That spiral-wound design has one major side-effect - lower resistance. So a fully drained Optima can be pulled down to a lower voltage than a fully drained flat-plate design. This often fools "smart chargers", which see a lower than expected voltage and then refuse to begin charging. The trick recommended by Optima is to hook up (parallel) a second battery, just long enough for the smart charger to see a higher voltage and start charging, then unhook the second battery.

A lot of Optimas have been returned as "bad battery, won't charge" because of this, when the battery wasn't actually bad. An old dumb charger would have charged it just fine. I can't say for sure, but I would guess that if it can fool a smart charger, it might fool a smart tester as well...

----------------------------

Power does NOT flow from the engine battery to the house battery, except with a dumb solenoid, when the key is turned on, but the engine isn't running. With an ACR (computer controlled solenoid), the solenoid is not engaged until the voltage rises, indicating the alternator is operating.

When the engine is running and the alternator is operating, the alternator has a higher voltage potential, and a lower resistance than either battery. Power flows from alternator to battery A, from alternator to battery B, but not from battery A to battery B.

-----------------------------

Batteries tied into a permanent full-time bank have to be identical. Batteries tied only during charging DO NOT. Different size, age, etc. is completely irrelevant. They don't affect each other.

What matters is that they both require approximately the same charge voltage, and that the charging source supplies approximately that charge voltage. Mixing AGM and FLA is fine - in terms of charging they are the same.

Mixing GEL with AGM or FLA is fine as long as the charging source doesn't exceed 14.2v. Of course, that's not going to be optimal for the AGM or FLA, both of which would prefer a higher voltage, but it will get the job done. Charging GEL from a charge source with a voltage high enough to keep AGM and FLA healthy and happy, won't be healthy for the GEL - over the long term. Ocassionally exceeding the GEL's recommended voltage probably won't hurt it.

----------------------------------


To the OP,

Something is draining your starting battery when the truck is off. What is it?

It may be pulling the Optima down far enough to fool a smart charger (and maybe even a smart tester) into thinking it's a bad battery.

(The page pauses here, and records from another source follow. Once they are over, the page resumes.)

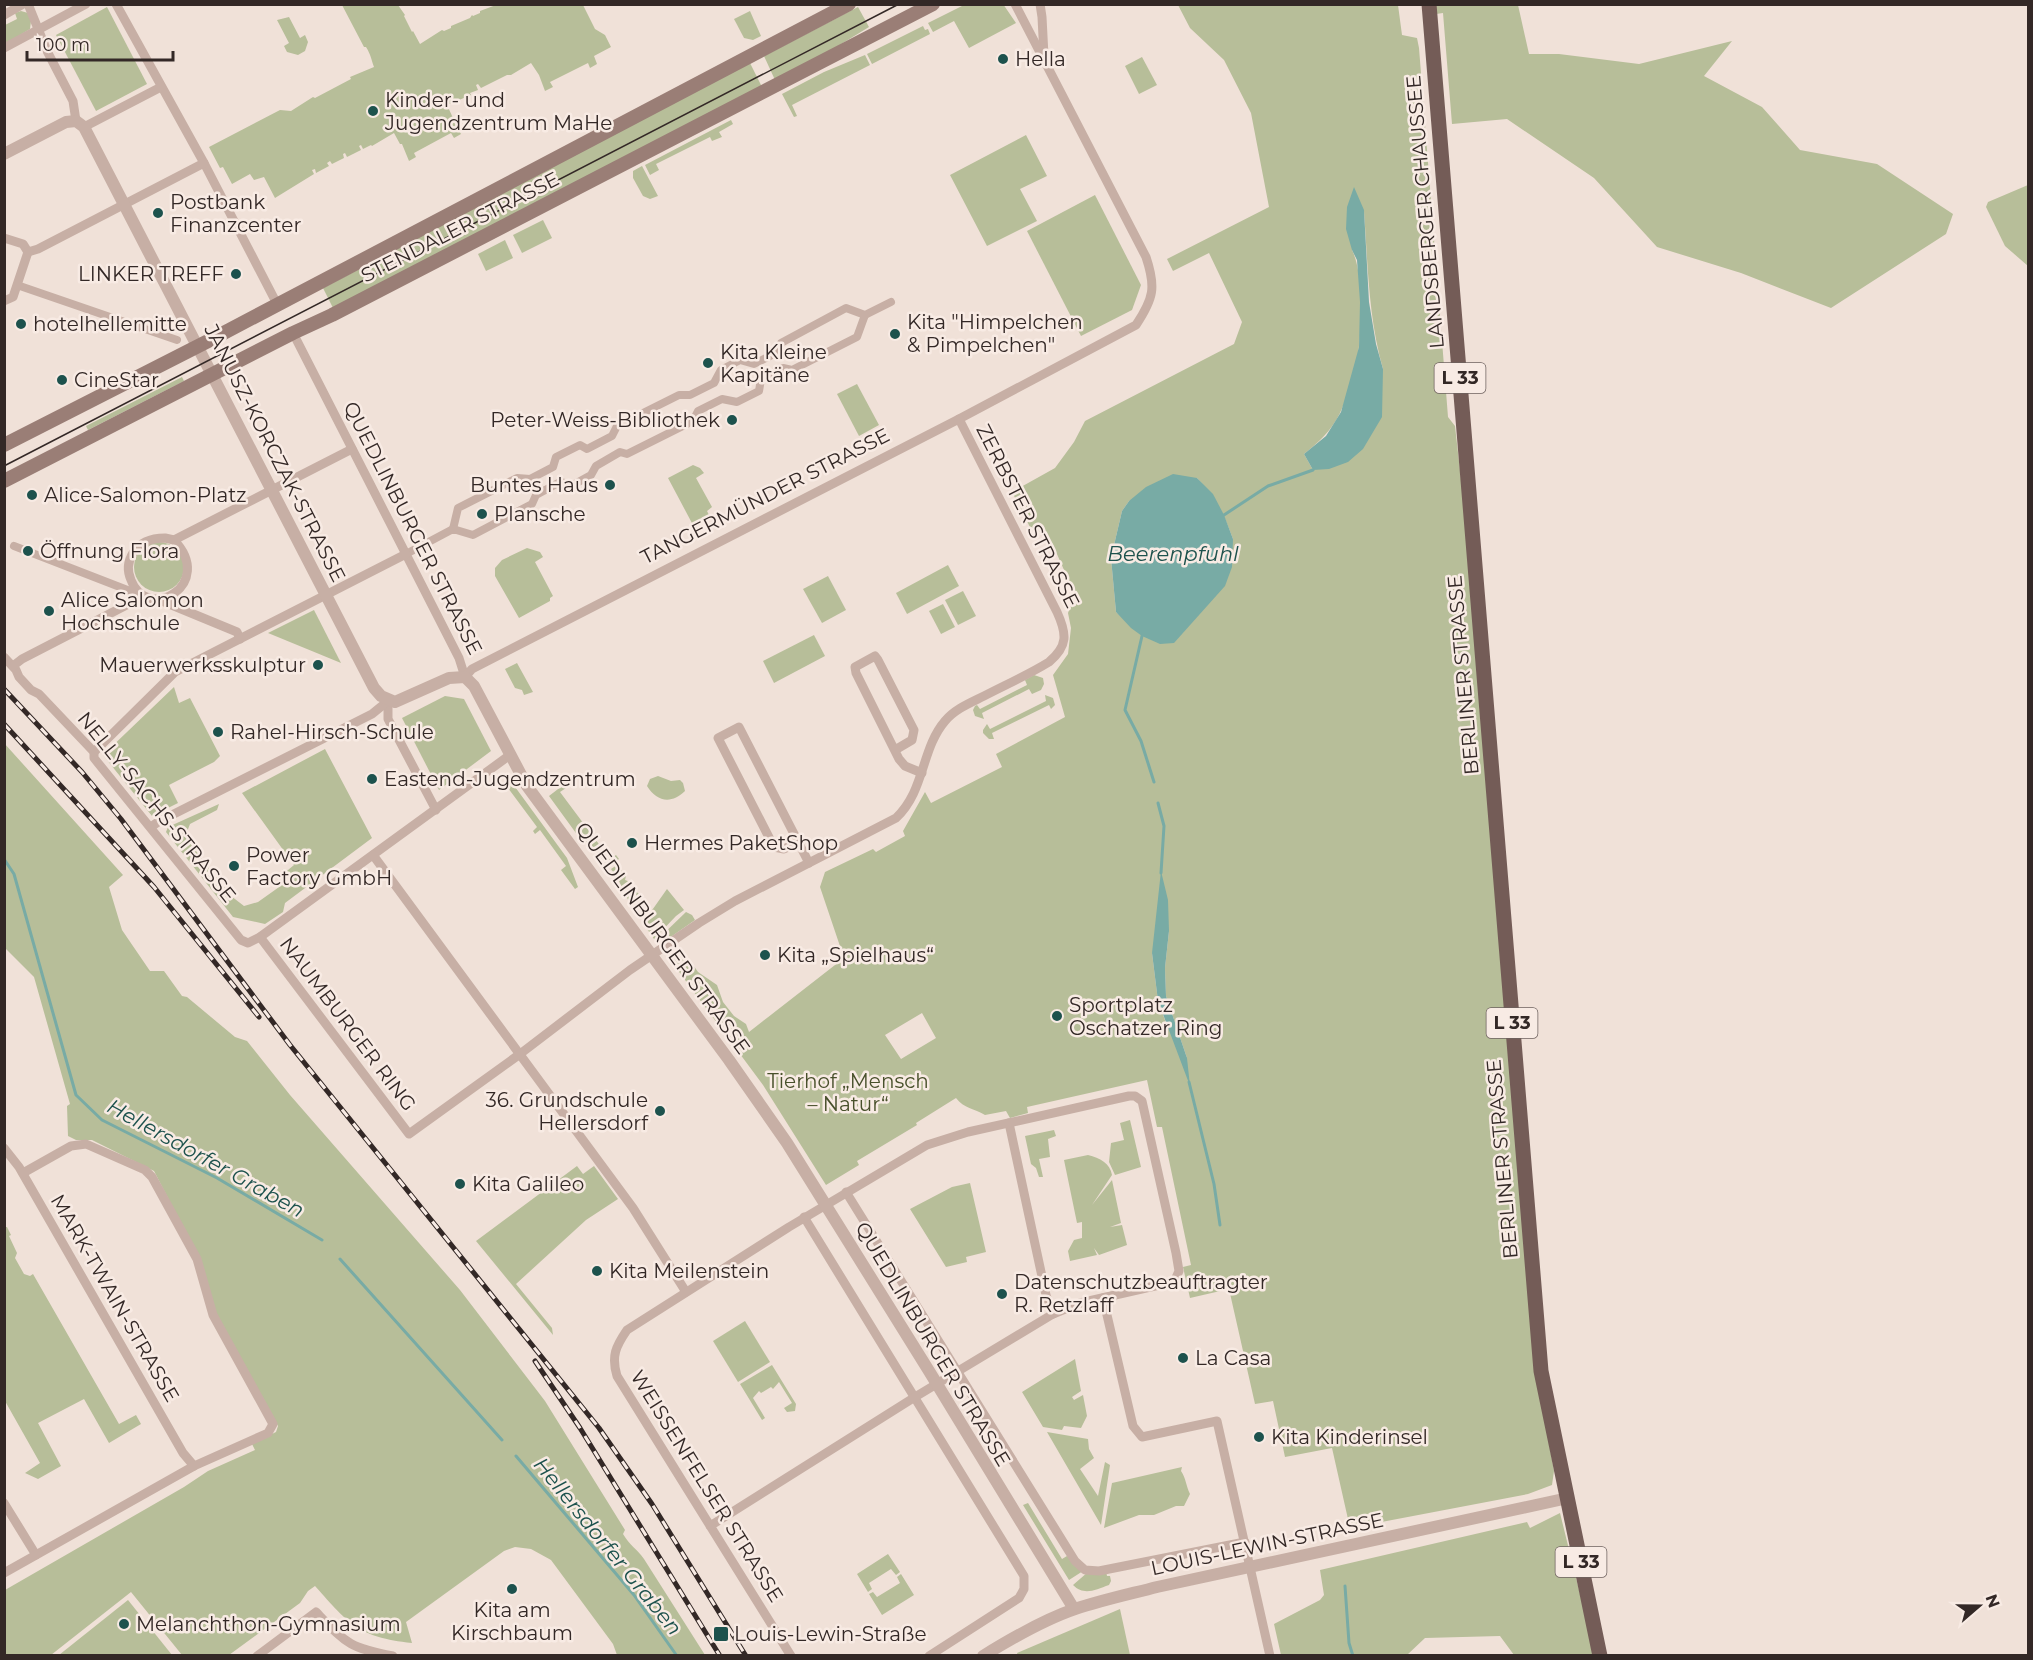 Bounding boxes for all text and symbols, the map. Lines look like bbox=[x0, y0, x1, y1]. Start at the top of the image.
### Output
scale bar bbox=[27, 24, 172, 62]
text: 100 m bbox=[36, 34, 90, 56]
place label: Hella bbox=[1015, 47, 1066, 71]
marker: Hella bbox=[996, 52, 1010, 66]
street label: LANDSBERGER CHAUSSEE bbox=[1401, 74, 1449, 350]
place label: Kinder- und Jugendzentrum MaHe bbox=[384, 88, 612, 135]
marker: Kinder- und Jugendzentrum MaHe bbox=[366, 104, 380, 118]
street label: STENDALER STRASSE bbox=[357, 167, 563, 287]
place label: Postbank Finanzcenter bbox=[170, 190, 301, 237]
marker: Postbank Finanzcenter bbox=[151, 206, 165, 220]
place label: LINKER TREFF bbox=[78, 262, 224, 286]
marker: LINKER TREFF bbox=[229, 267, 243, 281]
place label: Kita "Himpelchen & Pimpelchen" bbox=[907, 310, 1083, 357]
place label: hotelhellemitte bbox=[33, 312, 187, 336]
marker: hotelhellemitte bbox=[14, 317, 28, 331]
street label: JANUSZ-KORCZAK-STRASSE bbox=[199, 319, 351, 586]
marker: Kita "Himpelchen & Pimpelchen" bbox=[888, 327, 902, 341]
place label: Kita Kleine Kapitäne bbox=[720, 340, 827, 387]
marker: Kita Kleine Kapitäne bbox=[701, 356, 715, 370]
road number: L 33 bbox=[1434, 363, 1486, 393]
place label: CineStar bbox=[74, 368, 159, 392]
marker: CineStar bbox=[55, 373, 69, 387]
street label: QUEDLINBURGER STRASSE bbox=[339, 397, 487, 659]
place label: Peter-Weiss-Bibliothek bbox=[490, 408, 720, 432]
marker: Peter-Weiss-Bibliothek bbox=[725, 413, 739, 427]
street label: ZERBSTER STRASSE bbox=[971, 420, 1085, 612]
street label: TANGERMÜNDER STRASSE bbox=[637, 423, 893, 569]
place label: Buntes Haus bbox=[470, 473, 598, 497]
marker: Buntes Haus bbox=[603, 478, 617, 492]
place label: Alice-Salomon-Platz bbox=[44, 483, 247, 507]
marker: Alice-Salomon-Platz bbox=[25, 488, 39, 502]
place label: Plansche bbox=[494, 502, 586, 526]
marker: Plansche bbox=[475, 507, 489, 521]
place label: Öffnung Flora bbox=[40, 539, 179, 563]
water label: Beerenpfuhl bbox=[1107, 541, 1239, 566]
marker: Öffnung Flora bbox=[21, 544, 35, 558]
street label: BERLINER STRASSE bbox=[1442, 574, 1484, 776]
place label: Alice Salomon Hochschule bbox=[61, 588, 204, 635]
marker: Alice Salomon Hochschule bbox=[42, 604, 56, 618]
place label: Mauerwerksskulptur bbox=[99, 653, 306, 677]
marker: Mauerwerksskulptur bbox=[311, 658, 325, 672]
street label: NELLY-SACHS-STRASSE bbox=[73, 707, 241, 907]
place label: Rahel-Hirsch-Schule bbox=[230, 720, 434, 744]
marker: Rahel-Hirsch-Schule bbox=[211, 725, 225, 739]
place label: Eastend-Jugendzentrum bbox=[384, 767, 636, 791]
marker: Eastend-Jugendzentrum bbox=[365, 772, 379, 786]
street label: QUEDLINBURGER STRASSE bbox=[571, 817, 755, 1059]
place label: Hermes PaketShop bbox=[644, 831, 838, 855]
marker: Hermes PaketShop bbox=[625, 836, 639, 850]
place label: Power Factory GmbH bbox=[246, 843, 392, 890]
marker: Power Factory GmbH bbox=[227, 859, 241, 873]
street label: NAUMBURGER RING bbox=[275, 932, 421, 1116]
place label: Kita „Spielhaus“ bbox=[777, 943, 934, 967]
marker: Kita „Spielhaus“ bbox=[758, 948, 772, 962]
place label: Sportplatz Oschatzer Ring bbox=[1069, 993, 1223, 1040]
road number: L 33 bbox=[1486, 1008, 1538, 1038]
marker: Sportplatz Oschatzer Ring bbox=[1050, 1009, 1064, 1023]
street label: BERLINER STRASSE bbox=[1481, 1058, 1523, 1260]
park label: Tierhof „Mensch – Natur“ bbox=[767, 1069, 929, 1116]
place label: 36. Grundschule Hellersdorf bbox=[486, 1088, 649, 1135]
water label: Hellersdorfer Graben bbox=[103, 1093, 309, 1223]
marker: 36. Grundschule Hellersdorf bbox=[653, 1104, 667, 1118]
place label: Kita Galileo bbox=[472, 1172, 584, 1196]
marker: Kita Galileo bbox=[453, 1177, 467, 1191]
street label: MARK-TWAIN-STRASSE bbox=[46, 1190, 184, 1406]
street label: QUEDLINBURGER STRASSE bbox=[850, 1217, 1016, 1471]
place label: Kita Meilenstein bbox=[609, 1259, 769, 1283]
marker: Kita Meilenstein bbox=[590, 1264, 604, 1278]
place label: Datenschutzbeauftragter R. Retzlaff bbox=[1014, 1270, 1268, 1317]
marker: Datenschutzbeauftragter R. Retzlaff bbox=[995, 1287, 1009, 1301]
place label: La Casa bbox=[1195, 1346, 1271, 1370]
marker: La Casa bbox=[1176, 1351, 1190, 1365]
street label: WEISSENFELSER STRASSE bbox=[626, 1366, 788, 1606]
place label: Kita Kinderinsel bbox=[1271, 1425, 1428, 1449]
marker: Kita Kinderinsel bbox=[1252, 1430, 1266, 1444]
water label: Hellersdorfer Graben bbox=[529, 1452, 687, 1640]
street label: LOUIS-LEWIN-STRASSE bbox=[1148, 1508, 1386, 1580]
road number: L 33 bbox=[1556, 1547, 1606, 1577]
north arrow bbox=[1949, 1576, 2009, 1636]
marker: Kita am Kirschbaum bbox=[505, 1582, 519, 1596]
text: N bbox=[1981, 1592, 2004, 1610]
place label: Kita am Kirschbaum bbox=[451, 1598, 573, 1645]
place label: Melanchthon-Gymnasium bbox=[136, 1612, 401, 1636]
marker: Melanchthon-Gymnasium bbox=[117, 1617, 131, 1631]
place label: Louis-Lewin-Straße bbox=[734, 1622, 927, 1646]
marker: Louis-Lewin-Straße bbox=[712, 1625, 730, 1643]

More likely, is that the battery has actually gone bad due to a common problem called, "chronic undercharging". Basically, a parasitic load keeps pulling the battery down, and you don't drive enough to bring the battery back to 100%. It can take a lot of hours (anywhere from 8 to 36) for a voltage-regulated alternator to bring a lead-acid battery back to 100%.

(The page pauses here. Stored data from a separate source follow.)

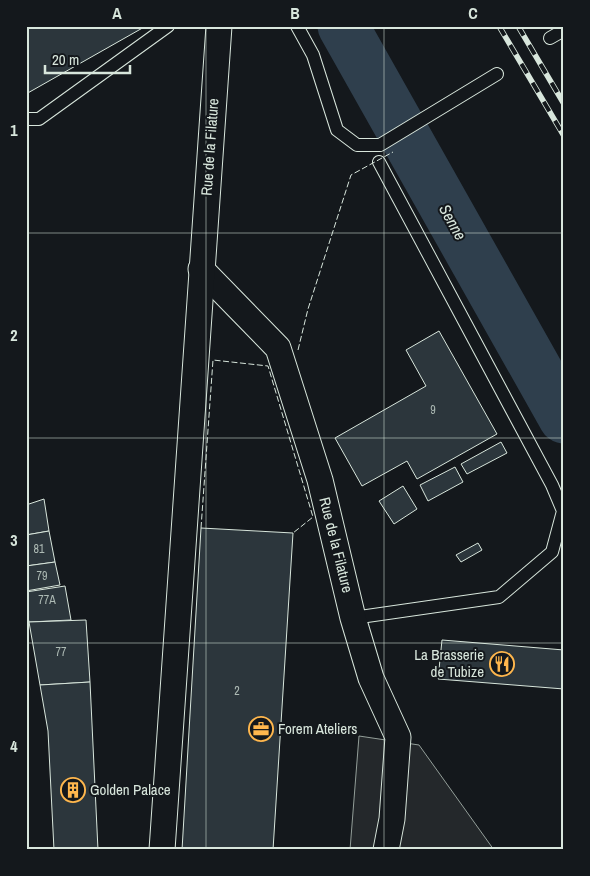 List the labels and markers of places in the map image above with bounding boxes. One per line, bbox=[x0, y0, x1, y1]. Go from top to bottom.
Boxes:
place label: La Brasserie de Tubize bbox=[414, 644, 484, 682]
restaurant icon: La Brasserie de Tubize bbox=[489, 651, 515, 677]
office icon: Forem Ateliers bbox=[248, 716, 274, 742]
place label: Forem Ateliers bbox=[278, 718, 357, 739]
building icon: Golden Palace bbox=[60, 777, 86, 803]
place label: Golden Palace bbox=[90, 779, 171, 800]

Every second of every day, a process happens inside a lead-acid battery. The process is called "sulphation". It's very similar to a process known as "rust". With rust, an oxygen molecule binds to an iron molecule to become an iron oxide molecule. The metal loses a molecule - a.k.a., corrosion. With sulphation, a sulphur molecule binds to a lead molecule to become a lead sulphate molecule. Again, the metal loses a molecule - corrodes.

When a lead-acid battery is fully charged, sulphation slows pretty much to a standstill. Below 100%, it speeds up. The futher below 100%, the faster it goes. The more time the battery spends below 100%, the sooner the plates corrode and the sooner the battery fails.

Chronic undercharging eats lead-acid batteries. Literally - eats the lead plates.

If your starting batteries are failing due to chronic undercharging, it won't matter what lead-acid battery you replace it with - FLA, AGM, or GEL - it will sulphate and prematurely fail.


If you've got a parasitic load drawing down the starting battery, you've either got to stop that, or start regularly (weekly at least, daily is better) topping off the battery, either with a shore powered charger or solar.
 
Last edited:

dwh

Tail-End Charlie
And here's me, thinking I got up early enough. And here's you guys, still beating me to the punch. :)

Probably shouldn't have taken time for for that second cup of coffee while editing my post...
 

tpreston

New member
Ok, even better. I can save money by continue using the Optima and only get a replacement battery.
Right now I have only the factory wiring running to the main battery. All of the dual battery wiring is disconnected and my Spod and my winch. I have to travel this week for work so next weekend we will see if it starts.
I will need to start tracking down the parasitic drain, which should be fun. But I need to install a transmission cooler first. I just need more time to spend on the Jeep!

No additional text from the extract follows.